TAMPA — The much anticipated Ulele Native-Inspired Food and Spirits serves four kinds of oysters: on the half shell, in kale and apple cabbage cups, charbroiled with garlic and cheese, and fresh as a shooter, with or without tequila.

Eat one and you're biting into Tampa's history.

The entire menu of the restaurant opening Tuesday in Tampa Heights pays tribute to early-Florida Indian fare and the pioneers who came later, from jalapeno corn beer biscuits to crackling port shank and alligator hush puppies.

Area foodies, media representatives and downtown civic leaders got their first taste Sunday during a preview of the $5 million project, which includes a two-level restaurant, a rooftop bar, beer garden and microbrewery. The 225-seat restaurant occupies an old pump house built in 1903 that supplied the city with drinking water from Ulele Spring. It sits next to the recently restored natural spring and the city's new Water Works Park along the Hillsborough River.

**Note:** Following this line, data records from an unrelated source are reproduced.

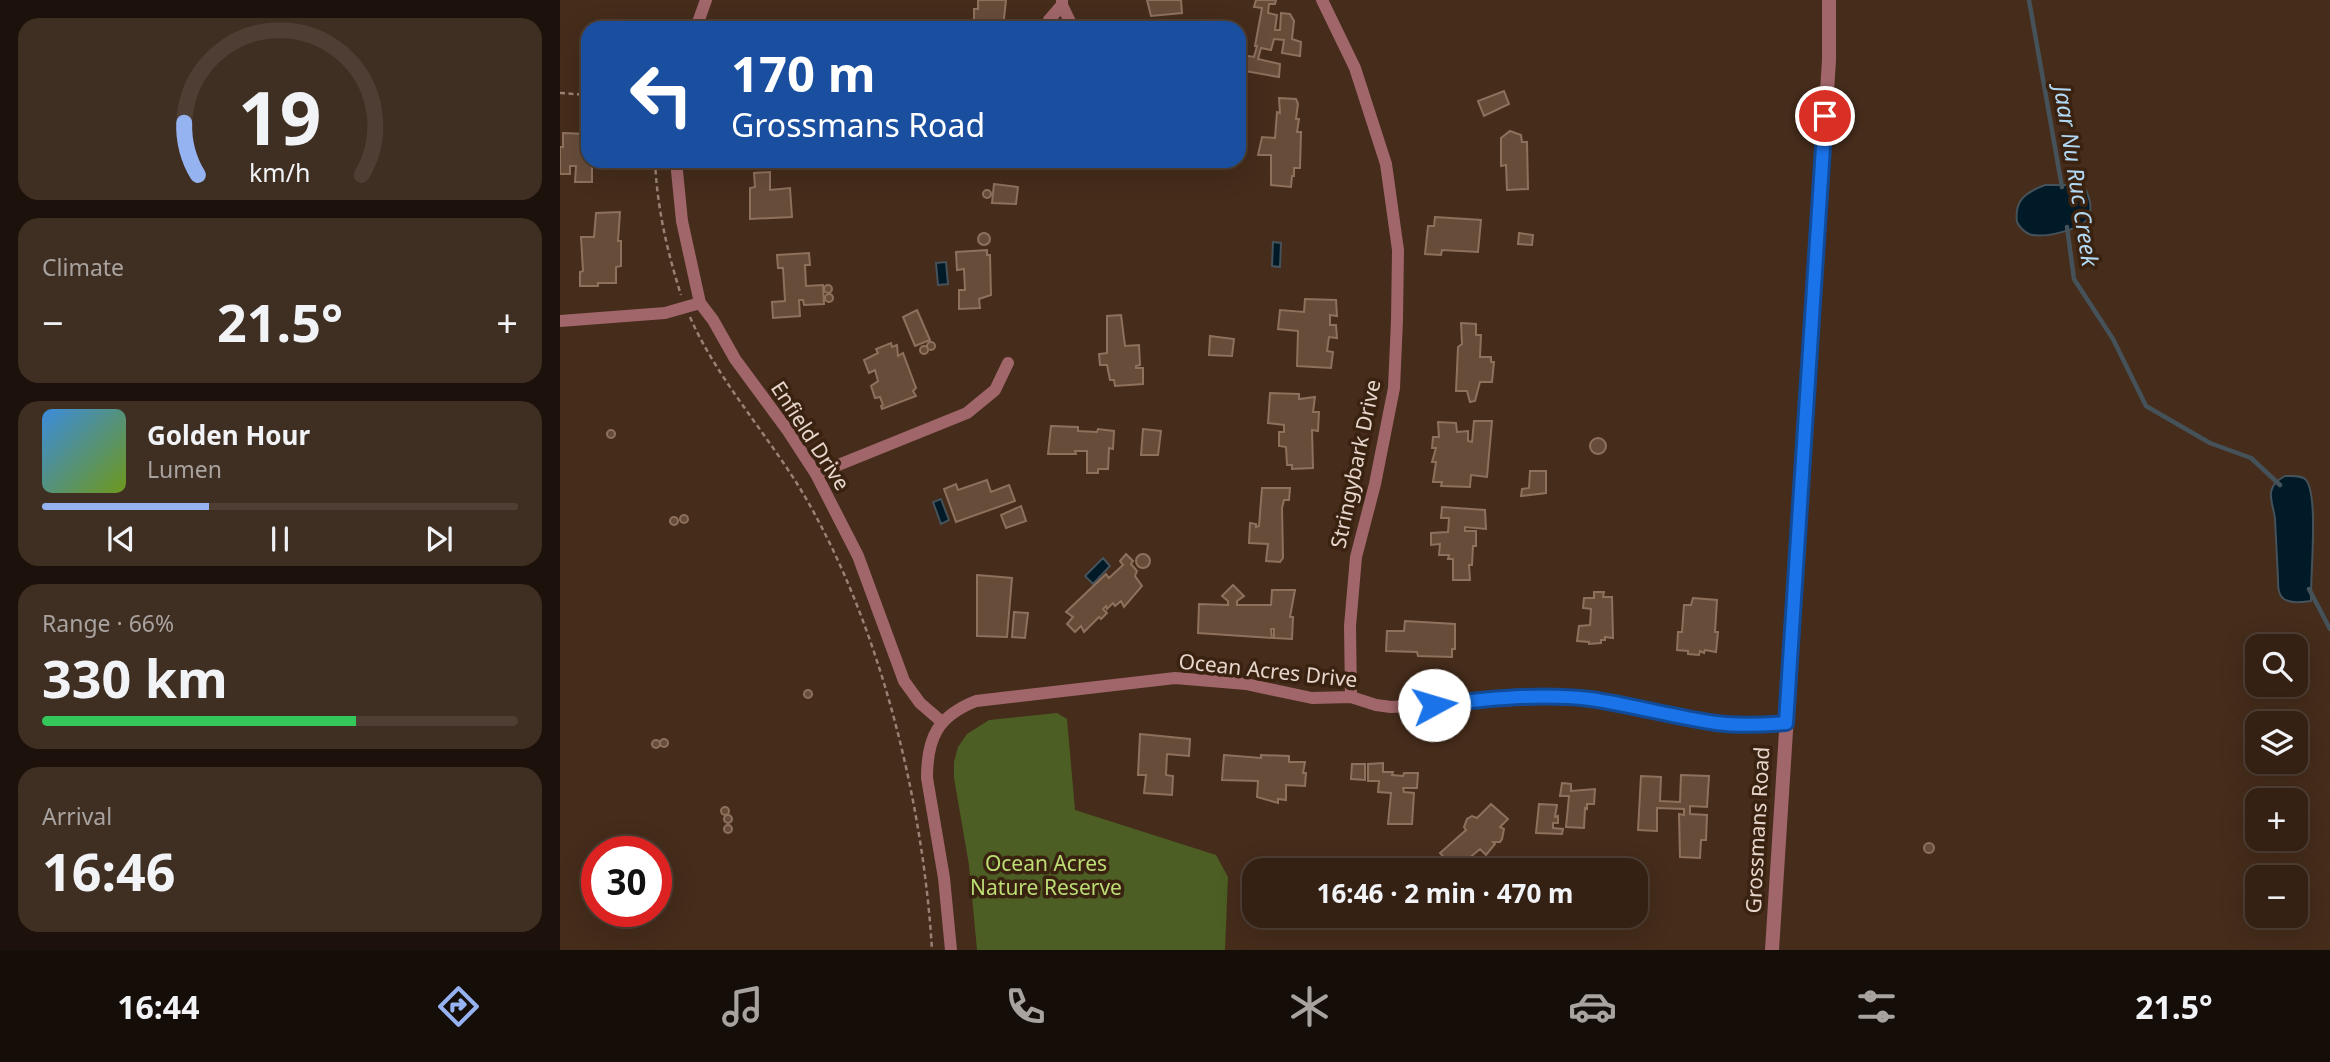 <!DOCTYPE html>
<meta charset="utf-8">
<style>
body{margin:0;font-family:"Noto Sans",sans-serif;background:#3f2e22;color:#f1f3f6;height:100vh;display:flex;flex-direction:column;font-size:26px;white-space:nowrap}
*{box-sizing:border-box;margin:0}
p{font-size:23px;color:#a9a3a0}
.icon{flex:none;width:38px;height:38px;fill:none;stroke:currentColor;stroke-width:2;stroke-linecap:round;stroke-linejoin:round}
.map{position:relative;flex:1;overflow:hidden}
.details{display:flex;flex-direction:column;gap:18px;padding:18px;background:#1d120b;width:560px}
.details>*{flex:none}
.top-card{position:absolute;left:21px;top:21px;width:665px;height:147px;border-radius:21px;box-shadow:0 7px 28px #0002,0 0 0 2px #4e3e34;background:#1a4fa0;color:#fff;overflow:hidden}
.controls{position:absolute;left:1685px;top:634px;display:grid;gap:14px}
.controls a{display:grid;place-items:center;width:63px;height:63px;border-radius:14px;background:#342114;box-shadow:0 7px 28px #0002,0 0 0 2px #4e3e34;font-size:35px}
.speed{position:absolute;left:21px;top:836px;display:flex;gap:14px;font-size:35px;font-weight:700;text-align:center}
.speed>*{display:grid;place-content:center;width:91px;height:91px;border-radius:50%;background:#342114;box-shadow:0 7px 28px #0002,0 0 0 2px #4e3e34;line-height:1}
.speed .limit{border:10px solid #d22;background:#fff;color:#111}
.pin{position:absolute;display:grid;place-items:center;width:60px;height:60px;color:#fff;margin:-30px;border:4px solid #fff;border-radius:50%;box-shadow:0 2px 7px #0007}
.me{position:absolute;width:77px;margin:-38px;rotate:84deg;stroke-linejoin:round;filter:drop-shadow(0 0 5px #0008)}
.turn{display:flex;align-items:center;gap:24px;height:147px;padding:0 35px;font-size:32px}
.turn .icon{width:91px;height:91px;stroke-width:2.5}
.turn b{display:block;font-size:49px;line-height:60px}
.big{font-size:52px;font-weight:700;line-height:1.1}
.details .card{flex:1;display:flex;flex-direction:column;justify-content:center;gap:10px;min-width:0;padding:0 24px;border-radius:21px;background:#3f2e22}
.details .dial{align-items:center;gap:0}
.dial svg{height:182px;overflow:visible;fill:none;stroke:#4e3e34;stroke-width:7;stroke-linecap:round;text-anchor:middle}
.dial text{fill:#f1f3f6;stroke:none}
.song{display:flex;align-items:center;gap:21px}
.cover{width:84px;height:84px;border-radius:10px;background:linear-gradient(135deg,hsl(210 70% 55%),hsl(80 70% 35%))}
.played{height:7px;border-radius:4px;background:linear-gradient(90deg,#95b2f1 35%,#4e3e34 35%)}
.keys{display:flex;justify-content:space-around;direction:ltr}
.heat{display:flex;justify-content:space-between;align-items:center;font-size:38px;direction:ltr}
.charge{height:10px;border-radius:5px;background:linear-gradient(90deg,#34c759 66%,#4e3e34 0)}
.trip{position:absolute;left:682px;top:858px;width:406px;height:70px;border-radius:21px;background:#342114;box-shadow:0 7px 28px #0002,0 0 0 2px #4e3e34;font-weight:700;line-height:70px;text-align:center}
.tabs{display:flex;height:112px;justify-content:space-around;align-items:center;background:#150d08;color:#a9a3a0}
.tabs .icon{width:49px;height:49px}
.tabs .active{color:#95b2f1}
.tabs b{font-size:32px;color:#f1f3f6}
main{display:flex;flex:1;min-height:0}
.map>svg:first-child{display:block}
.green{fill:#4c5e24}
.water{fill:#011a28;stroke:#465259;stroke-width:2}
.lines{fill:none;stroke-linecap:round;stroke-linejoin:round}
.stream{stroke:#465259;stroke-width:4.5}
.building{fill:#674c3a;stroke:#8d715d;stroke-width:2}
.path{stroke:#978275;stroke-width:2.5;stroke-dasharray:5 3.5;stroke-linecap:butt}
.minor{stroke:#a0666a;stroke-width:12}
.tertiary{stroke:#a0666a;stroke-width:14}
.route-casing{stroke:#114b97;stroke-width:18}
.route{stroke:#1a73e8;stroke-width:12}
.labels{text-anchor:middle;stroke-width:7;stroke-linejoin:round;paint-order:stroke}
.street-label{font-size:21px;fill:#e7d6cc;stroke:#3a2211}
.park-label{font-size:21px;fill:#bbdd74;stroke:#3a2211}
.water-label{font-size:23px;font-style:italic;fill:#b2d9f3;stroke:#3a2211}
</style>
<main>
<section class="details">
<div class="card dial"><svg viewBox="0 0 100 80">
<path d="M14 69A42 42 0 1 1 86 69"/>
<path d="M14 69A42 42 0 0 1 8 46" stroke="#95b2f1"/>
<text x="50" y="56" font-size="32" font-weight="700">19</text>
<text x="50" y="72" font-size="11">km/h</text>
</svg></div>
<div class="card"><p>Climate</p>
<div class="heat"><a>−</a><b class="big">21.5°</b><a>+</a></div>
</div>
<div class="card">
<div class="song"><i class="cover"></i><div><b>Golden Hour</b><p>Lumen</p></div></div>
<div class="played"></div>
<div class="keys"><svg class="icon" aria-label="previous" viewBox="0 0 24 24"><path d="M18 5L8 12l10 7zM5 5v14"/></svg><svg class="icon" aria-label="pause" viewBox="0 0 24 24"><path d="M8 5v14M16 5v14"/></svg><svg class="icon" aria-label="next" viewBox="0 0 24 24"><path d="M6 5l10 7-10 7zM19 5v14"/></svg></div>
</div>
<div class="card"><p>Range · 66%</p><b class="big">330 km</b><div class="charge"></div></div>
<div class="card"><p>Arrival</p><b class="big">16:46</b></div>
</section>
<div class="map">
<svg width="1770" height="950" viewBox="0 0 1770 950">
<rect width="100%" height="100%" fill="#452c1b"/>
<path class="green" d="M497,713L507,719L515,810L656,855L668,877L665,950H417L409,865L394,778V762L398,747L407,734L429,720Z"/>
<path class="water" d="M1485,185H1516L1526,190C1530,199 1533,209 1528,218C1521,230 1482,239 1469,234C1463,231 1460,228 1457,222C1454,200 1466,192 1485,185Z
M713,242L721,243L720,267L712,266Z
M386,262L388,284L378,285L376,263Z
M1725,476C1732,476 1742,475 1746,480C1759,496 1750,578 1751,601C1743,602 1732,604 1724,599C1718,595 1718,586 1718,579C1717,559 1716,539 1715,519C1714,509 1710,501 1711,492C1713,483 1718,480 1725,476Z
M381,499L389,520L381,524L373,502Z
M543,558L550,566L533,584L525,576Z"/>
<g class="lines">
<path class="stream" d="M1469,0L1502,187
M1507,227L1514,279L1553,339L1586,406L1650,443L1691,458L1720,485
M1749,589L1770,629"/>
</g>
<path class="building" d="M418,0H446L443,28H417V20H414V9H418Z
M587,0H621L622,13L591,16Z
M696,0H716L715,4H709L708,13L717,15L715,30H720L721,13L730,14L734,21L732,39L741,42L740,56L722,53L724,40L714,39L711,50L701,48L698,59L720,64L719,77L679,70L681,55L694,57L697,46H695L702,8L694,7Z
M944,91L949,104L924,116L918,101Z
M719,98L736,99L738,104L736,119H739L737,132H741L740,168H734V176H732L731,187L711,185V155H698L702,137L715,138L717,112L720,113Z
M950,131L961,135L962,142H967L968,189L947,190L946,165L941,166V138Z
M3,133L26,134L28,161H35L34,165L32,166V182H15L16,166H10V174H0V147H3Z
M615,161H635L634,164H615Z
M210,172V190L230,188L232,217L190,219V188L195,187L194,173Z
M434,184L458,187L456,204L432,203Z
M423 194a4 4 0 1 1 8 0a4 4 0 1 1-8 0Z
M60,212L58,241H61V266L56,267V283H38V286H20V272L23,271L21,237H34L36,213Z
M875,217L921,220L918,252L882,250L881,255L865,254L868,226H874Z
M959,233L973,235L972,245L958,244Z
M418 239a6 6 0 1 1 12 0a6 6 0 1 1-12 0Z
M427,250V255H430L431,295L419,299L420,308L399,309V290H405L404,269L397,270L396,252Z
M249,253L250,265H245L246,286L263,285L264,304L244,305L243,300H239L240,316L213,318L212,302L225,301L223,268H218L217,255Z
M264 289a4 4 0 1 1 8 0a4 4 0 1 1-8 0Z
M265 298a4 4 0 1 1 8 0a4 4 0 1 1-8 0Z
M745,299L776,300L777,316L770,315V325H776L777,338L769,337L767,351L773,352L771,368L737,366L738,331L718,329L720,310L744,312Z
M357,310L370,340L355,346L343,317Z
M561,315L565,346L579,345L580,365L576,366V368H583V384L555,386L554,380H550L547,365H540L539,354L547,353V316Z
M901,323L916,324V335H921L920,357H931V362H934L932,382H920L915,401L910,402L907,391H896L898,347L902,344Z
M650,336L674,339L672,356L649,355Z
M367 346a4 4 0 1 1 8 0a4 4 0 1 1-8 0Z
M331,343L332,347L337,345L338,356L343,353L356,388L353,391L356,396L322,409L321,406L323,405L320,397L315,398L311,386L318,381L315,370L309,373L304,360L318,353L316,349Z
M360 350a4 4 0 1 1 8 0a4 4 0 1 1-8 0Z
M710,393L739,394V399L755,397L753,412H759L758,431L752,430L753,468L732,469V465H727L726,447L719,446V432H724V425L708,423Z
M914,421H932L927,477L911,475L910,487L881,486L882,482H873L876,462H872L876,448H872L873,437H879L878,422L896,423L897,432L908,431V441L912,442Z
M491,426L518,427V431L537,432L538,429L554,431L553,449L549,448L548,469H538V473H527V451H515L516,454H488Z
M583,429L601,431L598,455H581Z
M47 434a4 4 0 1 1 8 0a4 4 0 1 1-8 0Z
M1030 446a8 8 0 1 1 16 0a8 8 0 1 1-16 0Z
M970,471H986V493L961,496L962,489L969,488Z
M427,480L431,492L449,485L455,501L396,522L384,489L396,484L398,490Z
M702,488H730L729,500H724L722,508L723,558L720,562L706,561L708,544L689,543L690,523L696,524V527L699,526Z
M461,506L466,521L446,528L441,515Z
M882,507L925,510L926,529L905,527V531H916V546H913L912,565H909L910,580H893V559H888L889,555H879L880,544L871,545V533L888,532L889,518H881Z
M120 519a4 4 0 1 1 8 0a4 4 0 1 1-8 0Z
M110 521a4 4 0 1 1 8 0a4 4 0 1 1-8 0Z
M576 561a7 7 0 1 1 14 0a7 7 0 1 1-14 0Z
M566,554L573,561L571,564L577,571L575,576L582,586L564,607L561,601L555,606L553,603L547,609L546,606L543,609L547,613L541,619L539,617L524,632L521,626L515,632L507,624L513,617L506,612L546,574L549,578L563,565L560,561Z
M417,575L452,578L447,637L417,636Z
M673,585L684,596L677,601V605H711L712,590H735L730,617H733L732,639L714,638V629H711L712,638L638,633L639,604L668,605V601L662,596Z
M1034,592H1044L1043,597H1052L1053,638L1045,637V640H1041V643L1029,644V642L1017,641L1019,626L1030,625L1031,609L1023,608L1024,598H1034Z
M1133,598L1157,600L1155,632H1158L1156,652L1145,650L1144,653L1140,651L1139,655L1128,654V651L1117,650L1118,632H1122L1124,605H1131Z
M454,612L468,613L465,638L452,637Z
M845,621L895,624V649H892V657L858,656L857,652L826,651L827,631H844Z
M244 694a4 4 0 1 1 8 0a4 4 0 1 1-8 0Z
M580,734L630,739L629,756L607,754L606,775L613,776L612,795L584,793L586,775H578Z
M100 743a4 4 0 1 1 8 0a4 4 0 1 1-8 0Z
M92 744a4 4 0 1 1 8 0a4 4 0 1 1-8 0Z
M664,755L701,758V755L729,756V762H745L743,773H746L745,786L726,785V800L718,799V803L697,797L698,781L662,780Z
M823,763V772H833L832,775L843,776L844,773H858L857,788H843L844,792L854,793L852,824H828L831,793L818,792L819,781H808V764Z
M792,764H805V780L791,779Z
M1121,775L1149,776L1147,807L1130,806V814L1147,815L1146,840H1141L1140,858L1120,857L1119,814L1124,815V809L1097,808V831L1078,830L1081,776L1101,777L1100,801L1120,802Z
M1002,783L1011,784V791L1035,789L1034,804H1027V809L1025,808L1024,828L1006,827L1009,796H1000Z
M931,804L948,819L940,827L944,829L942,839L940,842H933L935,844L926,855L920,849L895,870L880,853L906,830L904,827L907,819L912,816L917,818Z
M979,804L997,805L995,817L998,816V823H993V828L1003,829L1002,834L976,833Z
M161 811a4 4 0 1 1 8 0a4 4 0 1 1-8 0Z
M164 819a4 4 0 1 1 8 0a4 4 0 1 1-8 0Z
M164 829a4 4 0 1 1 8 0a4 4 0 1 1-8 0Z
M1364 848a5 5 0 1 1 10 0a5 5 0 1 1-10 0Z"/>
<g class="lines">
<path class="path" d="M0,93L28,95
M95,161C97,207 107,251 121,295
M130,317C157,379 209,436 244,495C320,625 363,800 372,950"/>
<path class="minor" d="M502,0V5L513,28
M762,0L795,68L826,164L838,250L837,320L834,388L815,484L796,557L790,626L791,697
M136,28L146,0
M486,28L489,20L502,5
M116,161L122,221L140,303L153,320L175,359L228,431L256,474L298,556L344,681L360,703L382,722
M0,321L105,313L140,303
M256,474L407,413L435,390L448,363
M391,950L384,878L367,778C367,737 378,716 416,701L615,678L686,684L752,698L791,697L816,705L831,707L1005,697L1062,705L1158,723L1190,725L1226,723"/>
<path class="tertiary" d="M1212,950L1269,60V0"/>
</g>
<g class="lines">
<g class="route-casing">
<path id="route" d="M874,705C925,699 979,693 1030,699C1072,705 1114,717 1156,723C1179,726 1202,725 1226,723L1265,116"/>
</g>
<use href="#route" class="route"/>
</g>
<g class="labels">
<g class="street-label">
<text transform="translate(250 436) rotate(57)" y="7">Enfield Drive</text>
<text transform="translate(796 464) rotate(-78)" y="7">Stringybark Drive</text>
<text transform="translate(708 671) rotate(6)" y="7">Ocean Acres Drive</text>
<text transform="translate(1198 830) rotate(-87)" y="7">Grossmans Road</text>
</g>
<g class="park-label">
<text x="486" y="871">Ocean Acres<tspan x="486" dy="24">Nature Reserve</tspan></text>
</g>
<g class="water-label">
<text transform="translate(1516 176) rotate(81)" y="8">Jaar Nu Ruc Creek</text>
</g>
</g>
</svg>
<div class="controls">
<a><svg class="icon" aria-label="search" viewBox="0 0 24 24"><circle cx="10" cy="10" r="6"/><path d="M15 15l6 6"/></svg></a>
<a><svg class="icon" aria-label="layers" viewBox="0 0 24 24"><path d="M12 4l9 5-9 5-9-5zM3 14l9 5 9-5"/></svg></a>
<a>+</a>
<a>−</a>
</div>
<div class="speed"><div class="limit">30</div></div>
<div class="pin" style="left:1265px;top:116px;background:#d93025"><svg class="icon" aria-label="arrive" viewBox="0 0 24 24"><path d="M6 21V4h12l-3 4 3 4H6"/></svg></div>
<svg class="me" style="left:874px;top:705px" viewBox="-20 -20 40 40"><circle r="19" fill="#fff"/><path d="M0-13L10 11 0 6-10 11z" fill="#1a73e8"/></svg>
<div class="trip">16:46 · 2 min · 470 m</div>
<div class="top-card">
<div class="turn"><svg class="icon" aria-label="left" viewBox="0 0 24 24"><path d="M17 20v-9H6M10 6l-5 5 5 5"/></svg><div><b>170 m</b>Grossmans Road</div></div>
</div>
</div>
</main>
<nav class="tabs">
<b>16:44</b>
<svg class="icon active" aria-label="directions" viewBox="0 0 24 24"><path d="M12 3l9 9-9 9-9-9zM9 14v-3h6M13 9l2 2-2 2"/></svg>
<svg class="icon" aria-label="music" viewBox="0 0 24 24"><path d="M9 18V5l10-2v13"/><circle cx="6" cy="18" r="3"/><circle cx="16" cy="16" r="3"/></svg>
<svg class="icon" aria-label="phone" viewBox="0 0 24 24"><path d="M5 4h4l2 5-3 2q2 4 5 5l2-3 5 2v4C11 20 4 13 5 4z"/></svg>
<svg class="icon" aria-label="climate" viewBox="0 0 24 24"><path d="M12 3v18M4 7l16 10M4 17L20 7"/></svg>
<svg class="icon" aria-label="car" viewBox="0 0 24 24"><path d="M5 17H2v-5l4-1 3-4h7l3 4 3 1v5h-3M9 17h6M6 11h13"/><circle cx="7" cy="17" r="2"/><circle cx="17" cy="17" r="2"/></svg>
<svg class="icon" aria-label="filters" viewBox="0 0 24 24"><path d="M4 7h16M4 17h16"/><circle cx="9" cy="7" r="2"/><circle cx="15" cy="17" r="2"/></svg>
<b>21.5°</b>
</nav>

"We live in Old Seminole Heights so we are really excited about the location and we're happy it's going to be dog-friendly'' said Trisha Rothman, while sampling oysters and shishito peppers with her husband, Ari.

Fourth-generation Columbia restaurant owner Richard Gonzmart, who developed Ulele with managing partner Keith Sedita and the city of Tampa, described the opening as melancholy and emotional.

"It's been six years to become a reality and when you want something so badly and you get it, the excitement kind of ends,'' he said. "But now the hard work starts.''

The restaurant is filled with paintings and artwork Gonzmart and his family have collected through the years. Above the kitchen doors are large stained-glass, French panels from the 1700s that his parents had in their home. Dividing the dining room is a huge metal horse he bought at an auction. Above the bar are five paintings of Ulele's handcrafted cocktails, including the Dirty Richard Martini and the Pisco Morado.

The restaurant is named after Ulele, the young daughter of a local Tocobaga chief believed to have saved a member of a Spanish expedition out of love. A bronze statute of her surrounded by a water and fire feature will go outside the restaurant in the next few weeks.

Gonzmart, who spent much of his childhood playing along the riverfront, said he wanted the statue to be accessible to everyone, not just restaurant patrons. His grandparents lived a few blocks from the site.

On Sunday, as guests dined on lobster cakes and seafood pot pie, he looked for frogs and fish in the spring with his grandchildren, just as he did with his grandfather decades earlier.

"History is repeating itself,'' he said, content to welcome Ulele for the next generations.